Check the OnStep IO group, it is a great resource, so you don't have to reinvent the wheel.

Re: Anyone used an Arduino for driving an equatorial mount?

Posted: Fri Dec 08, 2023 2:11 pm
by SkyHiker
Let me add that there is one gotcha that I haven't yet figured out. I use a direct drive, meaning no timing belts or cog wheels. The required resolution can only be obtained by microstepping with a high number of steps. For instance, 1 rotation of the G11S worm is 1 degree in RA, for which the Nema17 steppers take 400 steps of 0.9 degrees. Thus, each step is 3600*0.9/400=8.1". To get to a sub-arcsec resolution for AP you have to microstep. For 32 microsteps, for instance, you get 8.1/32=0.25", which is enough but 64 microsteps is better. The trouble is that the incremental torque becomes proportionally less with each doubling of the microsteps. I have no idea what the step response looks like, but I suspect it just barely has the resolution and torque for proper autoguiding. I have achieved 0.5" guide error RMS total but at very rare occasions.

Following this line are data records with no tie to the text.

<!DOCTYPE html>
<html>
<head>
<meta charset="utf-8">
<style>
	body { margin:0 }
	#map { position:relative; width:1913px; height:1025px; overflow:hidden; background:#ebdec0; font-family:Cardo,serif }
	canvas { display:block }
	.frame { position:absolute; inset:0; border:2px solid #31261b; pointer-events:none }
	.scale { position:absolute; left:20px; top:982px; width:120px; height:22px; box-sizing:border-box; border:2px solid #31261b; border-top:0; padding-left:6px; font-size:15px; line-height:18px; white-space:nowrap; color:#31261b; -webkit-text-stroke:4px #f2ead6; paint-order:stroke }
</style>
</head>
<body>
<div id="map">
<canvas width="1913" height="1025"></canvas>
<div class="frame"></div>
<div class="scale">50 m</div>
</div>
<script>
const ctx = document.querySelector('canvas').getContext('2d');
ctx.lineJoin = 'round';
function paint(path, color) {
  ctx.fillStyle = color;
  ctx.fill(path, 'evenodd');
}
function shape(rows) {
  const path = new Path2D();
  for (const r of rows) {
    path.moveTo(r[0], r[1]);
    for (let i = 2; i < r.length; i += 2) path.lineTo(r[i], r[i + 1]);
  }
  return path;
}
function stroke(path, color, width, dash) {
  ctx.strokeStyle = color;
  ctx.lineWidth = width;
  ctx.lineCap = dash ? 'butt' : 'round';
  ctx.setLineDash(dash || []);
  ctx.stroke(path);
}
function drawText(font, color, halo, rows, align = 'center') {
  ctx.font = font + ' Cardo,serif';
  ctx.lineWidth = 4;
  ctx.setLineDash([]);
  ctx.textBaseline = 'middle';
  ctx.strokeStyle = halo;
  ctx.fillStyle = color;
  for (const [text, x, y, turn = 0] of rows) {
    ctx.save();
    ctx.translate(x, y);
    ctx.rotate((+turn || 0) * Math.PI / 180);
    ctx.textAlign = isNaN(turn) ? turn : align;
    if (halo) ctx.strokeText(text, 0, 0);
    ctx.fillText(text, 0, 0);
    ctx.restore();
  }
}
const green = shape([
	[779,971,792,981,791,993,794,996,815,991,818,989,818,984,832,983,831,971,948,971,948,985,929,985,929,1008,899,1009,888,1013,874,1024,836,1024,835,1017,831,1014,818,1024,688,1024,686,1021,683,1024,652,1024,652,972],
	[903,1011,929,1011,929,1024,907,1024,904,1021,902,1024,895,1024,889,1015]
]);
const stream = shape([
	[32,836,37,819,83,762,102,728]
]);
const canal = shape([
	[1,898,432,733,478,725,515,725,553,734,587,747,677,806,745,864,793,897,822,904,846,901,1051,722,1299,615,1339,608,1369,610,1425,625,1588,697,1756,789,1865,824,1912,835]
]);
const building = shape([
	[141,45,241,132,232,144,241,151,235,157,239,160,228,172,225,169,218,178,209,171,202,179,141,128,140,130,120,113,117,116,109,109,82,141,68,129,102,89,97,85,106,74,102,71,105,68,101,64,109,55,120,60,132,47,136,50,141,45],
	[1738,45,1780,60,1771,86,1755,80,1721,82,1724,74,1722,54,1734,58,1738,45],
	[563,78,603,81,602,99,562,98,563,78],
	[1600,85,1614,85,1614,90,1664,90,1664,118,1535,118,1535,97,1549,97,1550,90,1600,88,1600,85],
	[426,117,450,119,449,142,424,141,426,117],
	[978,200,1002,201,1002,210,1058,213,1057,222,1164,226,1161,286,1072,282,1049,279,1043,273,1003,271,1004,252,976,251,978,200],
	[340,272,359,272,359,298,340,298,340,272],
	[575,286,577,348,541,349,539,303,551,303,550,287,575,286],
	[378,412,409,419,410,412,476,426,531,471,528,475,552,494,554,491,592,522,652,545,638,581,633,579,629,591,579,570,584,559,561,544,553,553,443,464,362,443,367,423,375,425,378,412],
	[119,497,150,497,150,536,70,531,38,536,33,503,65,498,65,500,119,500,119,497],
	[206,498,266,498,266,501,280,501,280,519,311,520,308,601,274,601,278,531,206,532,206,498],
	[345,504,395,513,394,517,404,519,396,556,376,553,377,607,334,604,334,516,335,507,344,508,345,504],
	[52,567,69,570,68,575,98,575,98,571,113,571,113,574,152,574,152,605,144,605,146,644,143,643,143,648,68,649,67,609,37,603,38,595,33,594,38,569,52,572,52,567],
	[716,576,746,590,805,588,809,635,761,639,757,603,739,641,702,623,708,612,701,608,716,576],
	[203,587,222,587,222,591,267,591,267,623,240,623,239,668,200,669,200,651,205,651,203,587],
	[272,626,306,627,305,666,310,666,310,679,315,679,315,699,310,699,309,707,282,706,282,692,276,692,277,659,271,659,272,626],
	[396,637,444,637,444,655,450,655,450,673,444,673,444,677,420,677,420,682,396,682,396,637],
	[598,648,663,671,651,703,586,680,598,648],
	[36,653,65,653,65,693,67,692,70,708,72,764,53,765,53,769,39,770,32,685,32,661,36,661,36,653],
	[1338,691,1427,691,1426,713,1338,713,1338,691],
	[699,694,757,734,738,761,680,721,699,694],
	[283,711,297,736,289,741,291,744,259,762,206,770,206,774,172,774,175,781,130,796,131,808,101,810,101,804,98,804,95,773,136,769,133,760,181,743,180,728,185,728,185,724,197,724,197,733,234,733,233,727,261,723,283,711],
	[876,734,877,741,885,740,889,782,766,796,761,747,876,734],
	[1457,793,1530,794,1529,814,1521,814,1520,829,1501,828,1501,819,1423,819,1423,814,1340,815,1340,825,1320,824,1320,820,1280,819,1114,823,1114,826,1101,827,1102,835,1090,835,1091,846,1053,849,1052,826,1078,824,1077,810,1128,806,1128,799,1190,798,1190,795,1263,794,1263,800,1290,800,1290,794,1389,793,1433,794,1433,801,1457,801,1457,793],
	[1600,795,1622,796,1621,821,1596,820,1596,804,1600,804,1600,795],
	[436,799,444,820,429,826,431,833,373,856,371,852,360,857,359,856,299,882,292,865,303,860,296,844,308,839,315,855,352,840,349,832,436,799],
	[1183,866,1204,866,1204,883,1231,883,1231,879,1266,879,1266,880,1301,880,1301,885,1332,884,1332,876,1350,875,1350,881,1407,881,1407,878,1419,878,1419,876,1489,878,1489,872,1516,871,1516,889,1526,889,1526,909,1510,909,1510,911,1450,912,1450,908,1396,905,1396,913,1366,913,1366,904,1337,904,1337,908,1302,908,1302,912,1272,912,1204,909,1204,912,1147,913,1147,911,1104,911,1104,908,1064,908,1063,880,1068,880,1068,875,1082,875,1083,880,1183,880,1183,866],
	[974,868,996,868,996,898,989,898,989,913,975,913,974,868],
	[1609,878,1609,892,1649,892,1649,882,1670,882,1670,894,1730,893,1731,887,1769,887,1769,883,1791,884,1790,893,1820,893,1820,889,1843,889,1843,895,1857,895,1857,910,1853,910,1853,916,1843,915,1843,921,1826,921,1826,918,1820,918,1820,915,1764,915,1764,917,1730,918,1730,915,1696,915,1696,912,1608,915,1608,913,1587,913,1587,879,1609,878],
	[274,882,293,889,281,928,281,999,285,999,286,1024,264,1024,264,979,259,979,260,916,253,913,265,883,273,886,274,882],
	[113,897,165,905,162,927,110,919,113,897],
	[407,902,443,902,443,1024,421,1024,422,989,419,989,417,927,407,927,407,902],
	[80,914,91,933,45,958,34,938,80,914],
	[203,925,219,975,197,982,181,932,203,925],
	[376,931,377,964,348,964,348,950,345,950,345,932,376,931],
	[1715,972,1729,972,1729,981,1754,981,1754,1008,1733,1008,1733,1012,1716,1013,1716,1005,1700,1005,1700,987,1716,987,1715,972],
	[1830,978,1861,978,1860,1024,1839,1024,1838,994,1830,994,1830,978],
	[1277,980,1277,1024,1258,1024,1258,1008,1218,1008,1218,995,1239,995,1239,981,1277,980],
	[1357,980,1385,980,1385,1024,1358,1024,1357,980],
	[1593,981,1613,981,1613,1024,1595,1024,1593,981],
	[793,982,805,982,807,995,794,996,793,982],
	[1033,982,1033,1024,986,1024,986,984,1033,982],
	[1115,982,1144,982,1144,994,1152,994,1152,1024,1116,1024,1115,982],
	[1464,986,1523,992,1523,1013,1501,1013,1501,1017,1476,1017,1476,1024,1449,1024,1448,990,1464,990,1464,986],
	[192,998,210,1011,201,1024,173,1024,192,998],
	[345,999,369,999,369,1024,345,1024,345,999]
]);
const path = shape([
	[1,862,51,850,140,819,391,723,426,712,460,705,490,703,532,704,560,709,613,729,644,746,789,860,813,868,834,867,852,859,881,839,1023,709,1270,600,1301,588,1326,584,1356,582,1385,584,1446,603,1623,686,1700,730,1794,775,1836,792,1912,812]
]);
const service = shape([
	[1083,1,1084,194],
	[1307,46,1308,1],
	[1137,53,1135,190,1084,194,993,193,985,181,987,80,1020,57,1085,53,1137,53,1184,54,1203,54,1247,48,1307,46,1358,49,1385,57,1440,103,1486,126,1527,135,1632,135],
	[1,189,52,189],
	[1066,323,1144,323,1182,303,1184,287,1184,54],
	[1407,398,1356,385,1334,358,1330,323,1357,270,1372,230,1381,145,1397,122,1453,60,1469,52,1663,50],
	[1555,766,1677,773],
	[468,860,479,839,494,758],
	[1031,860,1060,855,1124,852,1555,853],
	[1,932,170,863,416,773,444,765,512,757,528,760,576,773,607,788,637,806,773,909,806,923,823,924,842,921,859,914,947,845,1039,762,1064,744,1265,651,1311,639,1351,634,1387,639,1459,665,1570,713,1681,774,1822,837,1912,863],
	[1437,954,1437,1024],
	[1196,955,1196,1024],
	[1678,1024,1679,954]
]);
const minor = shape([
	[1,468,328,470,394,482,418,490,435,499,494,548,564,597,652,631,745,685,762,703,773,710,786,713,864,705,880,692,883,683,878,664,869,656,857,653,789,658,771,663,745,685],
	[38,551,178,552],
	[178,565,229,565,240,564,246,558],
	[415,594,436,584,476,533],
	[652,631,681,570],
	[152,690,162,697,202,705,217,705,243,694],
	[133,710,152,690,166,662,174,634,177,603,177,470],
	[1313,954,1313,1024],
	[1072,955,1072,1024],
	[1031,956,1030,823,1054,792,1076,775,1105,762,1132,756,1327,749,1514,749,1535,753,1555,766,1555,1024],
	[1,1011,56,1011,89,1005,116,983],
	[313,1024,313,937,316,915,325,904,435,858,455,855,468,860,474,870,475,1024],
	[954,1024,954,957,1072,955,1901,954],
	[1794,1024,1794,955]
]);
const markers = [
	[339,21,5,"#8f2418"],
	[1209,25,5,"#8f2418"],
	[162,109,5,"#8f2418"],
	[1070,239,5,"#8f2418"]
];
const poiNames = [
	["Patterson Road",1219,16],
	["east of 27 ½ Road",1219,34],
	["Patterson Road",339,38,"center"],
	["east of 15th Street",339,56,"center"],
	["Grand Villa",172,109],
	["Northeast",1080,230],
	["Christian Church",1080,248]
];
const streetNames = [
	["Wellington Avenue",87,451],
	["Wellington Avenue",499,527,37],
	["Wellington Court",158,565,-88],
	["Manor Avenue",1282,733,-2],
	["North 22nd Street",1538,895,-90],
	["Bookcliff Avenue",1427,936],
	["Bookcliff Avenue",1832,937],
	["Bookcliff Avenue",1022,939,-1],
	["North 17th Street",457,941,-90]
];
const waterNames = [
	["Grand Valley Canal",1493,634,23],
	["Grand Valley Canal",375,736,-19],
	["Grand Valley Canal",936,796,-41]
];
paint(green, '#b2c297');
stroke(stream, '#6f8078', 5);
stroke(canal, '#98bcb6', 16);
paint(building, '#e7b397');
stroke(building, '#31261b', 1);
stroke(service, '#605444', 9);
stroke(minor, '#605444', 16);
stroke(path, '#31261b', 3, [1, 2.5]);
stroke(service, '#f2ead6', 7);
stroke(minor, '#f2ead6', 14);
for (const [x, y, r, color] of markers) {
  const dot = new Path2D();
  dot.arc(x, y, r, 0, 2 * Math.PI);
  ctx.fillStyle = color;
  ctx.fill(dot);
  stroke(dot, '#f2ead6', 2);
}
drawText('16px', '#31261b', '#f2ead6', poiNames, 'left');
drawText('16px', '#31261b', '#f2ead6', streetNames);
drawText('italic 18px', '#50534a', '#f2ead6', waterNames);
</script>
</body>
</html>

This is something that I need to check into. Adding a timer belt reduces the goto speed too much. I did increase the stepper voltage from 12 to 24 V, which should help. But I am not convinced that the OnStep system can beat the factory Gemini controller. It is difficult to figure out what the quality is. It is definitely good enough for medium level AP.